The need to capture tape directly into FCP, instead of relying on the third party IO card to make software for this. Because the offline/online workflow...the need to BATCH CAPTURE...is still a big part of my workflow. Apple seems to think that only firewire tape formats exist (much to their chagrin), and that if we want to capture other tape formats, they leave that up to the IO makers to allow. And that doesn't work at all.
Shared storage and multi-editor workstations. FCX doesn't allow that.
And besides all of that...they changed the entire editing workflow...how editing is done...and that just kills it. There is nothing wrong with how editing is done now, via tracks. They tried to fix something that wasn't broken. So now, with FCX, we need to learn a whole new tool with drastic new ways of doing things. Or...move to other NLEs that work just like we are used to and do what we need. The choice is easy.
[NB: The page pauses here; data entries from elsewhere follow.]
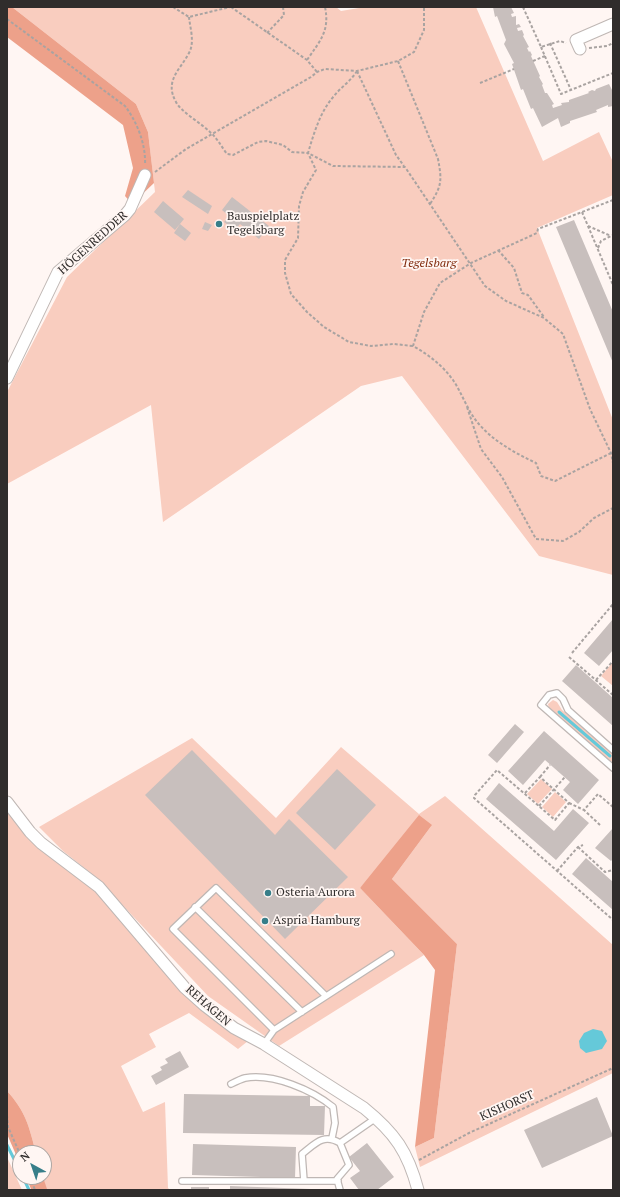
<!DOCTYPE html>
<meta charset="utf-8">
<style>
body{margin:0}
#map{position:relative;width:620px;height:1197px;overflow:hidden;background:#fff6f3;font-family:"PT Serif",serif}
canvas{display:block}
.frame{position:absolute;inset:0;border:8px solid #302d2c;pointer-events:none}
.north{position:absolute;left:12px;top:1145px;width:40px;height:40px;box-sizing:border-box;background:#fff6f3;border:1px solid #aca6a3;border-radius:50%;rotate:320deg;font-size:11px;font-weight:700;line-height:16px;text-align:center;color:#302d2c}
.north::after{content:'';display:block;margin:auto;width:14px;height:18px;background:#377e89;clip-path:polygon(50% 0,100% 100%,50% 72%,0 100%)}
</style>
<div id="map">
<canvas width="620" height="1197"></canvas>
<div class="frame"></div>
<div class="north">N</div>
</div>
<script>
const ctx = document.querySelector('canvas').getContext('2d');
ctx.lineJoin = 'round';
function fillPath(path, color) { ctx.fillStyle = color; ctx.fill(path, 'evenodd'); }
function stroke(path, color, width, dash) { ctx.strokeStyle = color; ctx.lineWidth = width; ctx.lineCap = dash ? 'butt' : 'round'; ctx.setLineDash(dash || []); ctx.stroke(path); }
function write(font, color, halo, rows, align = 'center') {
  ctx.font = font + ' "PT Serif",serif'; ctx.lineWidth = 3.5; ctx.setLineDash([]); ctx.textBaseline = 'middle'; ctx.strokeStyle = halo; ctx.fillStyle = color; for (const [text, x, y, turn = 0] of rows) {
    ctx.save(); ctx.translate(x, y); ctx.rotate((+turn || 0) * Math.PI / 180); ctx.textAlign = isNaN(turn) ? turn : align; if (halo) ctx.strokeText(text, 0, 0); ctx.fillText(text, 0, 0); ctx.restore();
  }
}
const green = new Path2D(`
 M12,7h324l5,4 24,-4h111l67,154 56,-29 14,30v33l-76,33 76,192v155l-74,-19 -137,-180 -41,10 -198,136 -12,-117 -144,79v-92l60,-115 88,-85 -7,-60 -12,-28z
 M613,662v24l-12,-10z
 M553,700l4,2 5,8 51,44v6l-3,3 -61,-54 -1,-5z
 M192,738l84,80 65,-71 78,67 26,-18 168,149v128l-193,94 -5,-20 19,-9 23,-194 -65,-65 40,-54 -72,63 64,67 -145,91 -71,-50 -111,-118 -34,-27 -24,-24z
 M541,779l11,10 -14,15 -11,-10z
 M555,792l11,10 -13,15 -11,-10z
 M7,809l18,24 27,25 43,31 49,57 104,95 -10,8 -49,-36 -40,21 7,13 -35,19 22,46 22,-10 3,86 2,2 -139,-1h15l-3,-12 1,-24h-8c-7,-27 -10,-41 -29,-62z
 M7,1157l15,33h-15z`);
const forest = new Path2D(`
 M7,7h5l124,97 12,28 6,51 -22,21 -7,-8 8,-28 -10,-43 -116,-88z
 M419,815l13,10 -40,54 65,65 -23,194 -19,9 20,-177 -11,-15 -64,-67z
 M7,1091c19,21 22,35 29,62h-16v11l-13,-30z
 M26,1177h17l4,12h-16z`);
const water = new Path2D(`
 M593,1029l9,2 5,10 -5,8 -16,4 -6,-5 -1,-7 5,-8z`);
const stream = new Path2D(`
 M559,712l51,44
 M7,1145l13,26
 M23,1177l6,13`);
const building = new Path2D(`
 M493,7h18l3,6 -3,1 1,3 4,-1v9l3,-1 2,3 -4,1 1,3 4,-1 2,5 -1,1 6,11 -2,1 2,4 1,-1 2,4 -1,1 9,20 -1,1 4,7 -1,1 3,8h2l7,11 -2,1 1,3 9,-3 -1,-2 8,-1v-2l20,-7 -1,-1 4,-2 3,1 1,-2 13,-5 4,8v14l-5,1v-2l-12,5 1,2 -27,9v2l-9,4 -3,-9 -16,9 -9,-19 -2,1 -8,-20 -2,1 -9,-26 2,-1 -10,-19 2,-4 -9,-24 -2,1z
 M188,190l24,16 -4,8 -26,-17z
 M232,197l37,29 -10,13 -19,-15 -5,6 -11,-8 5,-6 -7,-6z
 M163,201l21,18 -9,11 -21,-18z
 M574,220l39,92v51l-57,-136z
 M205,222l7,3 -4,6 -6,-2z
 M180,224l11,9 -6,8 -11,-8z
 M613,619v31l-14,16 -15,-13z
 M576,665l37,33v28l-51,-45z
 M515,724l9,8 -27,31 -9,-8z
 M544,731l55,49 -21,24 -15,-14 7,-8 -25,-22 -22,25 -15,-14z
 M192,750l83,85 14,-16 59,58 -63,62 -140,-144z
 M337,769l39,36 -41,45 -39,-37z
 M499,783l55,48 19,-22 16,14 -33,37 -70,-61z
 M613,828v31l-2,2 -16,-13z
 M586,858l27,24v28l-41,-36z
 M180,1051l9,16 -33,18 -5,-9 11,-6 -2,-3 8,-4 -3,-4z
 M184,1094l126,2v10h15l-1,29 -141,-2z
 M597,1097l16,39 -71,32 -18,-38z
 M367,1143l27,34 -17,13h-18l-9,-12 10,-7 -11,-14z
 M193,1144l103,3 -1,31 -103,-3z
 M230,1186l81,3v1h-81z
 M191,1187h18v3h-18z`);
const path = new Path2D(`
 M173,7l16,10 41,-10
 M231,7l76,53 10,12
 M523,7l18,40 19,-6 6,2
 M189,17c1,11 6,25 0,36 -9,17 -25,28 -13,49 5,10 25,21 34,30 7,6 11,14 17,22l6,1 25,-13 8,-1 17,4 9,7 16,1 8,17 -13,22 -4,14 -1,32 -13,22v13l6,21 16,18 17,15 25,15 22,4 23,-2 19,2
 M7,19l118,87c12,16 21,38 20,59
 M267,33l17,-18 -1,-8
 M550,43l21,47
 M541,47l20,47 52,-21
 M589,48l18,-2 6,-3
 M307,60c13,-19 23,-29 18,-53
 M398,61l40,98c4,21 4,27 -8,45
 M533,61l12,-5
 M357,71c-6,10 -16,16 -23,25 -14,16 -20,37 -26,57l25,13 72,1 80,119 21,15 38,17 19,16 27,75 21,44 2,10
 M357,71l39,84 8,11
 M480,83l34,-14
 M155,172l31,-23 125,-72 6,-5 8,-3 32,2 41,-10 16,-9 10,-22v-23
 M613,200l-75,29 -1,4 -66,30 -31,20 -16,29 -11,34c16,9 29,19 40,34 9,13 14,30 25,43 15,18 37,30 58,40l5,13 14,5 58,-29
 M582,212l31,73
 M588,226l23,10
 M598,248l3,-7 12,-6
 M498,250l16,18 8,25 6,2 16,22
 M467,407l14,42 21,28 34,62 27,2 16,-9 15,-14 19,-10
 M572,653l41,-49
 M569,657l44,38
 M596,680l17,-19
 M540,777l10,-12
 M525,793l15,-16 29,26 -14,17 -58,-50 -22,25 -1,3 139,122
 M569,803l15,7
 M539,806l26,-29
 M600,825l-16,-15 14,-16 15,13
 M578,847l27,25 8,-2
 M557,871l21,-24 5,-2
 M7,1115l1,12 12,27
 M419,1160l50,-27 144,-65
 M30,1177l5,13`);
const service = new Path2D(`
 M613,750l-45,-40 -5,-11 -6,-6 -8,2 -8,10 72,63
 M195,907l107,105
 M274,1030l-101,-101 43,-41 110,108
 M264,1044l10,-14 117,-76
 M231,1084c4,-2 10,-5 14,-6 28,-5 67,12 88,29l2,16 -3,15
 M182,1181h156
 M304,1181l-2,-27c13,-10 21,-21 38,-11
 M340,1190l-3,-11 12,-14 -9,-22 36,-25`);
const minor = new Path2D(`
 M580,49l-4,-9 37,-16
 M7,378l51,-106 67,-57 5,-6 15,-34
 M7,802l23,30 11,11 58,44 86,101 19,17 30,23 30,16 100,64c31,25 44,44 54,82`);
const markers = [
 [219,224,4,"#377e89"],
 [268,893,4,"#377e89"],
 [265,921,4,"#377e89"]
];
const poiNames = [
 ["Bauspielplatz",227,217],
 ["Tegelsbarg",227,231],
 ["Osteria Aurora",276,893],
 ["Aspria Hamburg",273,921]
];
const streetNames = [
 ["HÖGENREDDER",93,243,-42],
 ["REHAGEN",208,1006,41],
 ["KISHORST",507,1106,-24]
];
const parkNames = [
 ["Tegelsbarg",429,264]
];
fillPath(green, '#f9cdbf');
fillPath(forest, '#eda18a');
fillPath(water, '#65c9d9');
stroke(stream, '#65c9d9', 3);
fillPath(building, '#c8bfbd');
stroke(service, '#bfb7b4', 8);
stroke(minor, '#bfb7b4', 13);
stroke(path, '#a9a3a1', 2, [3, 2]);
stroke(service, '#fff', 5.5);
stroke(minor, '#fff', 11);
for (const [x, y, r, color] of markers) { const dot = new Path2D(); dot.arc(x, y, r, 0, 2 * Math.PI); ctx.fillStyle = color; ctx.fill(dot); stroke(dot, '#fff6f3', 1.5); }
write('12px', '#302d2c', '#fff6f3', poiNames, 'left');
write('12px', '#302d2c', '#fff6f3', streetNames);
write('italic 12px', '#812a0c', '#fff6f3', parkNames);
</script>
[lou cann] "According to Apple, Avid is declining rapidly in the market and FCP is increasing rapidly."
That was before FCX came out. That's the funny thing...Avid WAS failing. FCP was taking over the market...getting ready to dominate and sink Avid. Then FCX came out, and Avid is set to gain back a LOT of marketshare. It might take a while as many of us still use FCP 7 and will for a couple more years as it does what we need. But when making the move to newer workflows, codecs and features that we need, we'll be looking at Avid and Adobe.
FCX is not intended for my market...the broadcast market. It is VERY clear in how the software was designed and by the features it has. It is meant for a larger, midrange and consumer market. Broadcast TV was 2% of FCPs market...so catering to our needs, in their minds, was silly.
[lou cann] "If I am going to switch my editorial system this year, I want it to be a system that is "in Demand" or "Rock solid" in the future market place."
What you choose is entirely up to you...what kind of projects are you doing? What NLE best allows you to do them? That's what you use. And if you want to get into editing where you are hired to use systems (freelancers...big thing in LA, NY)...best to use the tool that the market is using.